#### Data records:
[Start of Attachment]

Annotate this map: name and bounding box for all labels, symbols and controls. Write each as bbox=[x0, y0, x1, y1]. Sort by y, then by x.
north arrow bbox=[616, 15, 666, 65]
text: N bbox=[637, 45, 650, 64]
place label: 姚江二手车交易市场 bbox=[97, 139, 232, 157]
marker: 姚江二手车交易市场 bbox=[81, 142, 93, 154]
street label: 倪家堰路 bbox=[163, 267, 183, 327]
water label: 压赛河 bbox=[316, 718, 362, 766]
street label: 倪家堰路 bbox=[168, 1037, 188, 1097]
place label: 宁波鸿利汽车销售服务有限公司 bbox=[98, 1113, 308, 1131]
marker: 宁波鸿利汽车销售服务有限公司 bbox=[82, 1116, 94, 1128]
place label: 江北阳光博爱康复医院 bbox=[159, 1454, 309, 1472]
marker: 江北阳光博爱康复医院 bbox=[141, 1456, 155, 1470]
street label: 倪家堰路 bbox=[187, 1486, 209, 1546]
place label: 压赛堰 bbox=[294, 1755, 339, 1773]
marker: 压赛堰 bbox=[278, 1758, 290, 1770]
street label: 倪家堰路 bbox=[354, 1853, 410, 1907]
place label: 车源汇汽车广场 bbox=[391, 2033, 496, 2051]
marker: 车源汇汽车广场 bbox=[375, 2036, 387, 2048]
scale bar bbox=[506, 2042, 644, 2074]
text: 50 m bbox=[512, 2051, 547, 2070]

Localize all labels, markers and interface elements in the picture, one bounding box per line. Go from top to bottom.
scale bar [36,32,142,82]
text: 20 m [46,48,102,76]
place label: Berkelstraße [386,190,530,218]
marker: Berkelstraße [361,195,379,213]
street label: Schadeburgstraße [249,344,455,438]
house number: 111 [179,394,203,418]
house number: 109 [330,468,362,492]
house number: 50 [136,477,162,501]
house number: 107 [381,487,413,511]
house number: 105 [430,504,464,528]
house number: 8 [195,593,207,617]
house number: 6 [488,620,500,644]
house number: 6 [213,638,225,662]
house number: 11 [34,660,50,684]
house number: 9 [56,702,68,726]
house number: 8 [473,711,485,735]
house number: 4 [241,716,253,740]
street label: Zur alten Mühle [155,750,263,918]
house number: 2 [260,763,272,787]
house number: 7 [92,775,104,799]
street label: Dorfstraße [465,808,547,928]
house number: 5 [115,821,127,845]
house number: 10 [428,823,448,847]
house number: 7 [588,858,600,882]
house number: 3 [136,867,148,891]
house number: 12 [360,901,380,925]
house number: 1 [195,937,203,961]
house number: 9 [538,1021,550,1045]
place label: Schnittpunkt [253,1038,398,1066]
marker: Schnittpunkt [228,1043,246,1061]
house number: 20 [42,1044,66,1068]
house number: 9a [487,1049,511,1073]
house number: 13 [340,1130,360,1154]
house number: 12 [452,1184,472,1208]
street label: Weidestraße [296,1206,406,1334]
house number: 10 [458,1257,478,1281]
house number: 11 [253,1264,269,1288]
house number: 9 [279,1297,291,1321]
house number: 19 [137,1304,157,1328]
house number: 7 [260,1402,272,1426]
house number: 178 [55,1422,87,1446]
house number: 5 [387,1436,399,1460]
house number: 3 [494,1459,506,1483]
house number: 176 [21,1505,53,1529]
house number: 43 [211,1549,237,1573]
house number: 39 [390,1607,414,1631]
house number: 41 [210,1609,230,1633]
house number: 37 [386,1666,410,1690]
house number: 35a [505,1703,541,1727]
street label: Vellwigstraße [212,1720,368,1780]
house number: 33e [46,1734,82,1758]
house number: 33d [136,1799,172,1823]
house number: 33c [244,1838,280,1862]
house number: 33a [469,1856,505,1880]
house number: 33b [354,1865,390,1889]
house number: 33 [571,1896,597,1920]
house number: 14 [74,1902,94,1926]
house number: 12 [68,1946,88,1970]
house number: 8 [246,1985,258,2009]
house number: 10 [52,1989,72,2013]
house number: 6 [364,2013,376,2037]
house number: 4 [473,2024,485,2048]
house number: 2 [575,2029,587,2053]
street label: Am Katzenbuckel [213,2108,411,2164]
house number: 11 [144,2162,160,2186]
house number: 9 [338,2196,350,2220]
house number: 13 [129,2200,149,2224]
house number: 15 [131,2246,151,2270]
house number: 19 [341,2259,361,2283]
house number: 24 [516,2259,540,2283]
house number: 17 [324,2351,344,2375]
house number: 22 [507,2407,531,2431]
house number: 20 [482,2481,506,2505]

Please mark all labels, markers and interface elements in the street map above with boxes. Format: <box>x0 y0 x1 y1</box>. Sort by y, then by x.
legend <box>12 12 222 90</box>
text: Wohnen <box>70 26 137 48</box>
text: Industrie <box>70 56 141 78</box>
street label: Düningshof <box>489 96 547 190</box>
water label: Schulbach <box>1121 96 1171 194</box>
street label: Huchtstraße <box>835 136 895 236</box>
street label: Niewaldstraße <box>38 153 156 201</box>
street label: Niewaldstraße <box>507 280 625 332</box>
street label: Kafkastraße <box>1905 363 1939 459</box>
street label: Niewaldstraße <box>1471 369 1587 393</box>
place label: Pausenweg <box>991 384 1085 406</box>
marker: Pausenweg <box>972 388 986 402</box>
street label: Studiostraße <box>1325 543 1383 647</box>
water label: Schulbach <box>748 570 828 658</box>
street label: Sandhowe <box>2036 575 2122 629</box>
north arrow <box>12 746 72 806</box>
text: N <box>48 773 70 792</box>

[End of Attachment]

#### Try it:
Out of the records above, pick each line that contains the string "text".

#### Reply:
text: N bbox=[637, 45, 650, 64]
text: 50 m bbox=[512, 2051, 547, 2070]
text: 20 m [46,48,102,76]
text: Wohnen <box>70 26 137 48</box>
text: Industrie <box>70 56 141 78</box>
text: N <box>48 773 70 792</box>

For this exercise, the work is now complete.